Datenbasierte Optimierung der Fahrendenmodelle
Ein geeignetes Simulationsmodell vorausgesetzt, hängt die realistische Verkehrsnachbildung durch Simulationsmodelle im Wesentlichen von der Wahl der Parameterwerte ab. In der Literatur werden die Werte teilweise empirisch oder anhand von kleinen Datensätzen für spezifische Subprozesse bestimmt.
Das Fraunhofer EMI hat seinen Schwerpunkt darauf gelegt, die Modellparameter auf Basis vorhandener mikroskopischer und makroskopischer Verkehrsflussdaten zu bestimmen. Ziel dabei ist es, dass die relevanten statistischen Größen des simulierten Verkehrs mit dem real aufgenommenen Verkehr übereinstimmen. In Zusammenarbeit mit der Daimler AG wurde im Rahmen des Tech Center i-protect dazu eine Machbarkeitsstudie durchgeführt, in der die Umsetzbarkeit datengetriebener Optimierungsmethoden geprüft wurde. Innerhalb der Machbarkeitsstudie wurde ein semi-automatisiertes Optimierungsverfahren entwickelt, das auf der Anpassung der prognostizierten und gemessenen Trajektorien beruht. Die wesentliche Herausforderung besteht dabei in der Definition einer Bewertungsfunktion, die den Unterschied zwischen Daten und Simulationsergebnis auf einen numerischen Wert reduziert. Um den Fokus der statistisch korrekten Verkehrsnachbildung zu berücksichtigen, wurde die Bewertungsfunktion über den Unterschied der Verteilungen verschiedener Messgrößen (beispielsweise der mittleren Geschwindigkeit der Trajektorien) definiert. Schließlich werden die optimalen Modellparameter durch einen iterativen Optimierungsalgorithmus bestimmt. Dieser beruht im Wesentlichen auf einer systematischen Variation der Modellparameter bis hin zu einem minimalen Wert der Bewertungsfunktion.

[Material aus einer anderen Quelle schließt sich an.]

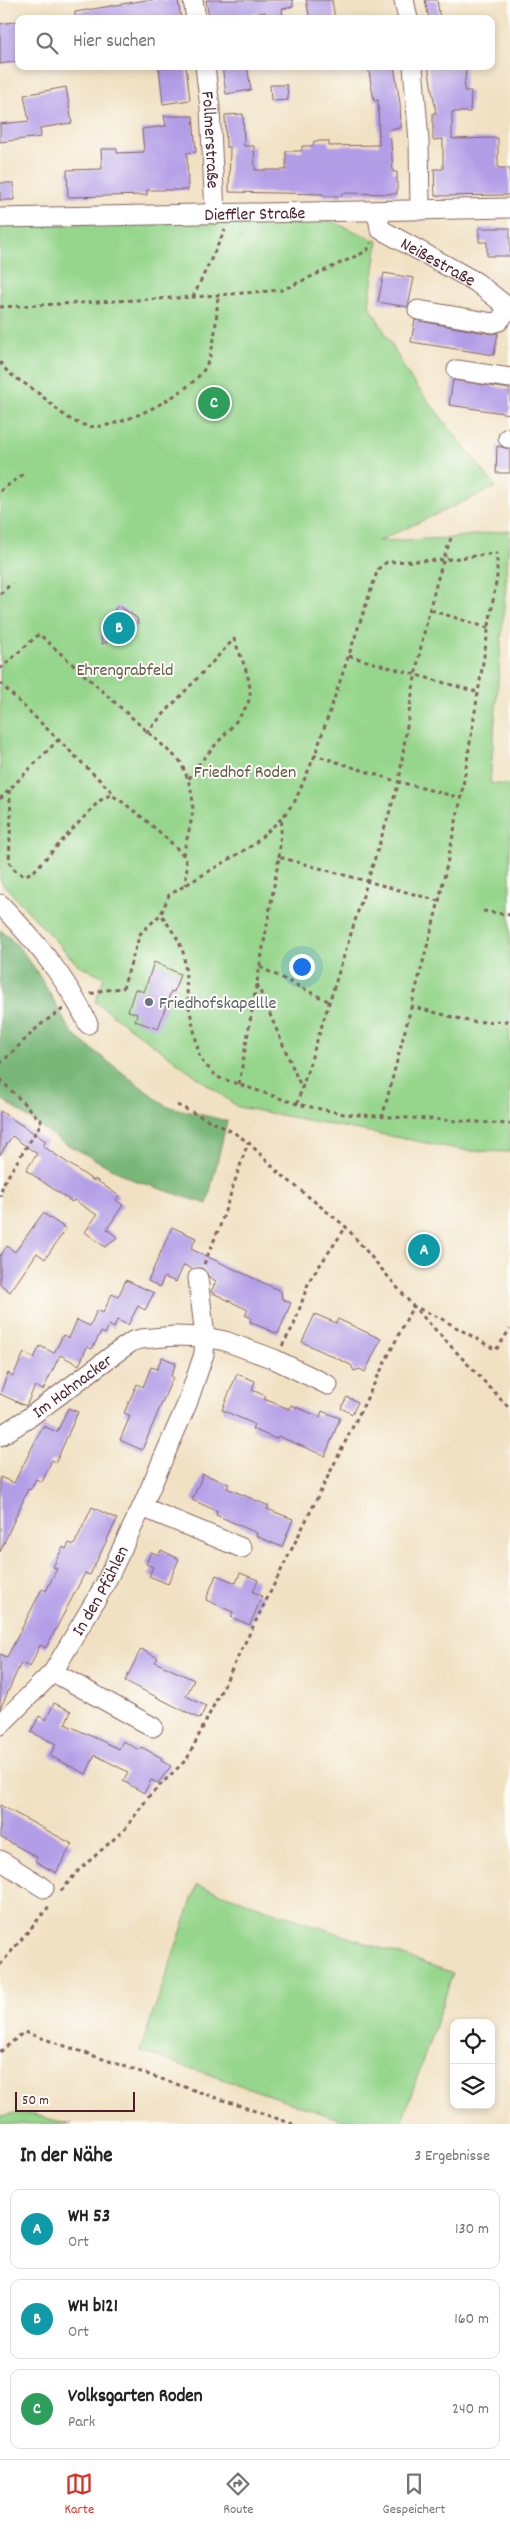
<!DOCTYPE html>
<html lang="de">
<head>
<meta charset="utf-8">
<style>
	:root { --surface:#fff; --page:#f6f6f6; --text:#222; --muted:#767676; --line:#e0e0e0; --accent:#d93025 }
	body { margin:0; font-family:Dekko,sans-serif; background:var(--page); color:var(--text) }
	.controls { position:absolute; right:15px; bottom:15px; display:grid; overflow:hidden; border-radius:10px; box-shadow:0 2px 8px #0003 }
	.controls button { width:45px; height:45px; display:grid; place-items:center; padding:0; border:0; border-bottom:1px solid var(--line); background:var(--surface); color:var(--text); font:25px sans-serif }
	.scale { position:absolute; left:15px; bottom:12px; width:120px; box-sizing:border-box; padding-left:5px; border:2px solid #4a1f2b; border-top:0; font-size:14px; line-height:18px; white-space:nowrap; color:#4a1f2b; -webkit-text-stroke:4px #fdfcf7; paint-order:stroke }
	.you { position:absolute; left:301px; top:966px; width:18px; height:18px; margin:-12px; border:4px solid #fff; border-radius:50%; background:#1a73e8; box-shadow:0 0 0 8px #1a73e833 }
	.badge { display:grid; place-items:center; width:32px; height:32px; border-radius:50%; background:var(--accent); color:#fff; font-size:16px; font-weight:700 }
	.pin { position:absolute; translate:-50% -50%; border:2px solid #fff; box-shadow:0 1px 5px #0006 }
	.list { margin:0; padding:0; list-style:none }
	h2 { display:flex; justify-content:space-between; align-items:center; height:65px; margin:0; padding:0 20px; font-size:21px }
	h2 small { font-size:16px; font-weight:400; color:var(--muted) }
	.list li { display:grid; grid-template-columns:32px 1fr auto; gap:15px; align-items:center; box-sizing:border-box; height:80px; margin:0 10px 10px; padding:0 10px; border:1px solid var(--line); border-radius:10px }
	.list b { display:block; font-size:19px; white-space:nowrap }
	.list p { margin:0; font-size:16px; white-space:nowrap; color:var(--muted) }
	.list em { font-size:16px; font-style:normal; color:var(--muted) }
	.icon { flex:none; width:28px; height:28px; fill:none; stroke:currentColor; stroke-width:2; stroke-linecap:round; stroke-linejoin:round }
	.map { position:relative; flex:none; width:510px; height:2124px; overflow:hidden }
	.search { position:absolute; background:var(--surface); box-shadow:0 2px 8px #0003; left:15px; right:15px; top:15px; height:55px; display:flex; align-items:center; gap:12px; box-sizing:border-box; padding:0 18px; border-radius:10px; color:var(--muted); font-size:19px }
	.sheet { height:335px; background:var(--surface) }
	nav { display:flex; justify-content:space-around; align-items:center; box-sizing:border-box; height:70px; border-top:1px solid var(--line); background:var(--surface); font-size:14px; color:var(--muted) }
	nav a { display:grid; justify-items:center; gap:2px }
	nav .on { color:var(--accent) }
	.map>svg:first-child { display:block }
	.green { fill:#96d68c; stroke:#707a5c }
	.forest { fill:#78b778; stroke:#616b52 }
	.building { fill:#b29de7 }
	.lines { fill:none; stroke-linecap:round; stroke-linejoin:round }
	.minor-casing { stroke:#846360; stroke-width:21 }
	.path { stroke:#846360; stroke-width:3; stroke-dasharray:4 4; stroke-linecap:butt }
	.minor { stroke:#fff; stroke-width:19 }
	.worship-dot { fill:#6b7280; stroke:#fdfcf7; stroke-width:2 }
	.labels { text-anchor:middle; stroke-width:4; stroke-linejoin:round; paint-order:stroke }
	.street-label { font-size:18px; fill:#4a1f2b; stroke:#fdfcf7 }
	.park-label { font-size:18px; fill:#615648; stroke:#fdfcf7 }
	.worship-label { font-size:18px; fill:#5b616d; stroke:#fdfcf7; text-anchor:start }
</style>
</head>
<body>
<div class="map">
<svg width="510" height="2124" viewBox="0 0 510 2124">
	<rect width="100%" height="100%" fill="#fdfcf7"/>
	<filter id="ink" filterUnits="userSpaceOnUse"><feTurbulence type="fractalNoise" baseFrequency=".02" numOctaves="2"/><feDisplacementMap in="SourceGraphic" scale="10" xChannelSelector="R" yChannelSelector="G"/><feConvolveMatrix kernelMatrix="1 2 1 2 8 2 1 2 1" color-interpolation-filters="sRGB"/></filter>
	<filter id="wash" filterUnits="userSpaceOnUse"><feTurbulence type="fractalNoise" baseFrequency=".0096" numOctaves="4" result="noise"/><feDisplacementMap in="SourceGraphic" scale="20" xChannelSelector="R" yChannelSelector="G"/><feGaussianBlur stdDeviation="1.12" result="paint"/><feColorMatrix in="noise" values="0 0 0 0 0 0 0 0 0 0 0 0 0 0 0 0 0 1.4 0 .05"/><feComposite in="paint" operator="in"/></filter>
	<g filter="url(#wash)">
		<rect width="100%" height="100%" fill="#f1e1c3"/>
		<g class="green">
			<path d="M328,220L378,241L369,304L410,378L496,487L378,541L451,538L510,530L490,783L510,785V1152L469,1151L238,1107L95,1002L104,977L77,964L0,881V225Z"/>
			<path d="M197,1885L453,1973L401,2124H354L140,2051Z"/>
			<path d="M11,2114H29L71,2124H0V2116Z"/>
		</g>
		<path class="forest" d="M0,930C21,944 37,972 50,994C59,1008 64,1024 76,1037L166,1106L227,1121L207,1204L133,1180L61,1141L0,1098Z"/>
		<g id="blocks">
			<g class="building">
				<path d="M146,0H178L181,19H75V12Z"/>
				<path d="M206,0H293V7L282,9L283,19H266L265,12L224,19H209Z"/>
				<path d="M306,0H332L335,19H310Z"/>
				<path d="M425,0H437L440,19H429Z"/>
				<path d="M19,21V61L0,64V24Z"/>
				<path d="M159,66H186L190,100L163,104Z"/>
				<path d="M222,66H247L251,90L226,94Z"/>
				<path d="M368,66H394L400,103L401,128L390,129L393,172H397V194L342,193V196H323V194L229,192L230,147H226L225,115L243,114L244,146H254L255,170H286V151H302V146H313L314,141H329V146L379,145L378,100L374,101Z"/>
				<path d="M428,66H453L466,69L464,91H471L470,112H452V139L498,138V168H509L510,195L435,196L434,169H443V139L433,140V113H436Z"/>
				<path d="M270,85H287L288,100L271,101Z"/>
				<path d="M66,87L72,123L40,128L41,137L0,142V124L29,121L24,95Z"/>
				<path d="M164,116H193L196,152L187,153L188,190H147V195L68,197L67,170L102,169L101,149H117V153L144,152L142,129L166,126Z"/>
				<rect x="0" y="183" width="14" height="17"/>
				<path d="M479,228H510V256H487V242H479Z"/>
				<path d="M384,273L414,278L408,307L378,302Z"/>
				<path d="M415,320L491,334L498,333L494,355L411,342Z"/>
				<path d="M453,380L510,389V414L449,405Z"/>
				<path d="M497,446L510,449V473H496Z"/>
				<path d="M118,605L137,618L138,624L125,643L117,638L102,644L100,631Z"/>
				<path d="M154,962L180,974L174,992L171,991L158,1029L135,1021L137,1014L128,1011L135,989L144,992Z"/>
				<path d="M0,1111L46,1141L43,1146L94,1181L95,1179L119,1196L116,1200L123,1205L107,1229L118,1238L105,1247L85,1232L97,1215L74,1200L72,1202L26,1170L37,1154L12,1136L0,1155Z"/>
				<path d="M43,1213L66,1229L45,1259L37,1253L10,1292L0,1284V1256L7,1246L15,1252Z"/>
				<path d="M172,1227L196,1238L191,1249L281,1291L282,1299L291,1303L278,1334L250,1322L251,1318L245,1315L248,1310L211,1292L216,1281L209,1277L202,1268L192,1269L184,1265L176,1282L164,1277L160,1287L148,1281Z"/>
				<path d="M126,1280L154,1293L145,1310L138,1306L128,1325L117,1320L114,1328L109,1325L105,1334L101,1332L92,1349L87,1347L79,1365L60,1355L43,1390L35,1386L26,1406L0,1394L8,1373L13,1376L24,1353L34,1358L40,1346L54,1353L63,1335L69,1338L77,1320L90,1326L97,1310L103,1313L112,1294L118,1297Z"/>
				<path d="M315,1314L336,1323L338,1319L381,1339L365,1372L360,1369L354,1371L351,1365L302,1342Z"/>
				<path d="M162,1357L176,1363L171,1376L173,1377L142,1450L120,1440L130,1416L124,1413L137,1384L143,1387L151,1367L157,1369Z"/>
				<path d="M237,1374L255,1381L252,1390L266,1396L264,1399L289,1409L291,1405L320,1417L322,1411L340,1418L325,1456L278,1436L276,1439L252,1429L254,1424L222,1410Z"/>
				<path d="M347,1397L358,1402L352,1414L341,1408Z"/>
				<path d="M68,1408L78,1412L56,1462L52,1460L42,1482L36,1479L30,1490L28,1489L0,1552V1477L14,1483L43,1426L57,1432Z"/>
				<path d="M203,1474L229,1484L227,1488L269,1506L267,1509L293,1519L282,1547L256,1536L257,1533L216,1515L217,1511L192,1500Z"/>
				<path d="M92,1507L117,1519L90,1575L85,1573L46,1648L40,1645L30,1667L21,1663L0,1709V1654L7,1657L42,1589L46,1591L57,1569L53,1567L63,1547L66,1549L69,1543L74,1545Z"/>
				<path d="M161,1550L179,1559L168,1584L149,1576L153,1567L146,1564L151,1552L159,1555Z"/>
				<path d="M240,1573L258,1580L253,1592L262,1596L250,1625L231,1617L233,1612L206,1600L216,1575L236,1583Z"/>
				<path d="M141,1649L158,1658L155,1662L194,1680L186,1696L206,1706L200,1719L125,1681Z"/>
				<path d="M54,1703L71,1711L65,1724L119,1749L123,1741L139,1750L141,1747L162,1758L161,1761L171,1766L158,1783L151,1780L144,1793L123,1781L128,1772L95,1755L86,1774L50,1756L56,1744L31,1732L39,1716L46,1720Z"/>
				<path d="M0,1805L72,1844L56,1873L35,1861L37,1857L0,1837Z"/>
			</g>
		</g>
	</g>
	<g filter="url(#ink)">
		<use href="#blocks" fill-opacity="0" stroke="#846360" stroke-width="1"/>
		<g class="lines">
			<defs>
				<g id="minor">
					<path d="M193,0L196,19"/>
					<path d="M404,0L408,19"/>
					<path id="s1" d="M205,66L210,108L215,214"/>
					<path d="M413,66L419,141L420,210"/>
					<path id="s2" d="M377,211L380,229L476,282L510,309"/>
					<path id="s3" d="M0,218L510,208"/>
					<path d="M418,310L493,323L499,321L509,308"/>
					<path d="M457,370L510,378"/>
					<path d="M508,438H510"/>
					<path d="M0,904C35,941 67,978 88,1024"/>
					<path id="s4" d="M0,1436L27,1419L117,1352L133,1341L141,1339L175,1336L205,1337L225,1341L274,1359L328,1385"/>
					<path d="M142,1507L242,1548"/>
					<path d="M53,1672L153,1727"/>
					<path id="s5" d="M0,1725L53,1672L104,1586L142,1507L187,1404L204,1354L205,1337L198,1278"/>
					<path d="M0,1860L44,1888"/>
				</g>
			</defs>
			<use href="#minor" class="minor-casing"/>
			<g class="path">
				<path d="M193,297L225,230"/>
				<path d="M0,307L193,297L282,290L367,251L371,243"/>
				<path d="M0,362C10,378 25,382 38,393C54,405 66,422 88,426C115,432 194,392 206,366C216,345 216,318 218,296"/>
				<path d="M0,491L25,473"/>
				<path d="M451,538C423,616 410,700 399,782L461,798"/>
				<path d="M0,594L12,583"/>
				<path d="M431,610L488,628"/>
				<path d="M349,656L477,692"/>
				<path d="M0,669L39,634L180,761C200,803 193,812 183,855"/>
				<path d="M0,683L114,794"/>
				<path d="M146,733L234,639C240,656 251,676 250,695C249,716 201,755 189,779"/>
				<path d="M9,790L11,813L9,862L16,871L24,876L34,871L99,801L110,795C119,796 176,845 183,855C189,863 186,875 185,885"/>
				<path d="M0,799L58,740"/>
				<path d="M279,857L282,819"/>
				<path d="M483,911L510,915"/>
				<path d="M260,967L330,1002"/>
				<path d="M257,984L302,1089"/>
				<path d="M91,994L99,991L123,988L140,934L161,914"/>
				<path d="M410,1006L472,1022L510,1021"/>
				<path d="M0,1064L40,1025L63,1009"/>
				<path d="M0,1079L42,1122L3,1184L0,1196"/>
				<path d="M239,1084L279,857L439,901"/>
				<path d="M297,1104L399,782L315,755"/>
				<path d="M177,1105L233,1132L248,1142L278,1172L346,1227L413,1306L510,1409"/>
				<path d="M382,1118L439,901L461,798L497,576V553L443,560L387,562L378,569L315,755L295,801L282,818L253,845L169,895L161,914L179,941L184,955L188,1002L200,1059L217,1077L297,1104L344,1114L510,1124"/>
				<path d="M204,1264L220,1226L248,1142"/>
				<path d="M282,1346L294,1325L309,1281L346,1227"/>
				<path d="M61,1891L78,1871L125,1829L150,1795L187,1759L413,1306L440,1318L496,1350L510,1329"/>
				<path d="M0,1965L51,1904"/>
				<path d="M0,2052L24,2032L293,2124"/>
			</g>
			<use href="#minor" class="minor"/>
		</g>
	</g>
	<circle class="worship-dot" cx="149" cy="1002" r="5"/>
	<g class="labels">
		<g class="street-label">
			<text dy="6" stroke="none"><textPath href="#s1" startOffset="74">Follmerstraße</textPath></text>
			<text dy="6" stroke="none"><textPath href="#s3" startOffset="255">Dieffler Straße</textPath></text>
			<text dy="6" stroke="none"><textPath href="#s2" startOffset="85">Neißestraße</textPath></text>
			<text dy="6" stroke="none"><textPath href="#s4" startOffset="88">Im Hahnacker</textPath></text>
			<text dy="6" stroke="none"><textPath href="#s5" startOffset="169">In den Pfählen</textPath></text>
		</g>
		<g class="park-label">
			<text x="125" y="675">Ehrengrabfeld</text>
			<text x="245" y="777">Friedhof Roden</text>
		</g>
		<g class="worship-label">
			<text x="159" y="1008">Friedhofskapellle</text>
		</g>
	</g>
</svg>
<div class="controls">
<button><svg class="icon" aria-label="locate" viewBox="0 0 24 24"><circle cx="12" cy="12" r="6"/><path d="M12 2v4M12 18v4M2 12h4M18 12h4"/></svg></button>
<button><svg class="icon" aria-label="layers" viewBox="0 0 24 24"><path d="M12 4l9 5-9 5-9-5zM3 14l9 5 9-5"/></svg></button>
</div>
<div class="scale">50 m</div>
<div class="you"></div>
<div class="pin badge" style="left:424px;top:1250px;background:#0f9aa8">A</div>
<div class="pin badge" style="left:119px;top:628px;background:#0f9aa8">B</div>
<div class="pin badge" style="left:214px;top:403px;background:#2e9e5b">C</div>
<div class="search"><svg class="icon" aria-label="search" viewBox="0 0 24 24"><circle cx="10" cy="10" r="6"/><path d="M15 15l6 6"/></svg>Hier suchen</div>
</div>
<section class="sheet">
<h2>In der Nähe<small>3 Ergebnisse</small></h2>
<ul class="list">
<li><span class="badge" style="background:#0f9aa8">A</span><div><b>WH 53</b><p>Ort</p></div><em>130 m</em></li>
<li><span class="badge" style="background:#0f9aa8">B</span><div><b>WH b121</b><p>Ort</p></div><em>160 m</em></li>
<li><span class="badge" style="background:#2e9e5b">C</span><div><b>Volksgarten Roden</b><p>Park</p></div><em>240 m</em></li>
</ul>
</section>
<nav>
<a class="on"><svg class="icon" aria-label="map" viewBox="0 0 24 24"><path d="M3 6l6-2 6 2 6-2v14l-6 2-6-2-6 2zM9 4v14M15 6v14"/></svg>Karte</a>
<a><svg class="icon" aria-label="directions" viewBox="0 0 24 24"><path d="M12 3l9 9-9 9-9-9zM9 14v-3h6M13 9l2 2-2 2"/></svg>Route</a>
<a><svg class="icon" aria-label="saved" viewBox="0 0 24 24"><path d="M7 4h10v16l-5-4-5 4z"/></svg>Gespeichert</a>
</nav>
</body>
</html>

Ausblick: realistische Simulation kritischer Situationen
In der Machbarkeitsstudie zur Optimierungsmethode lag der Fokus zunächst auf der realistischen Nachbildung des Normalverkehrs. Im Fokus weiterer Arbeiten liegt ein Schwerpunkt auf der Nachbildung kritischer Verkehrssituationen wie Beinaheunfällen im Straßenverkehr. Diese eher seltenen Ereignisse sollen sowohl quantitativ als auch qualitativ korrekt nachgebildet, also in der vorgegebenen Häufung und Entstehungsart in der Simulation abgebildet werden. Insbesondere soll dabei auch die Betrachtung von Fuß- und Fahrradverkehr bei der Entstehung kritischer Situationen eine Rolle spielen.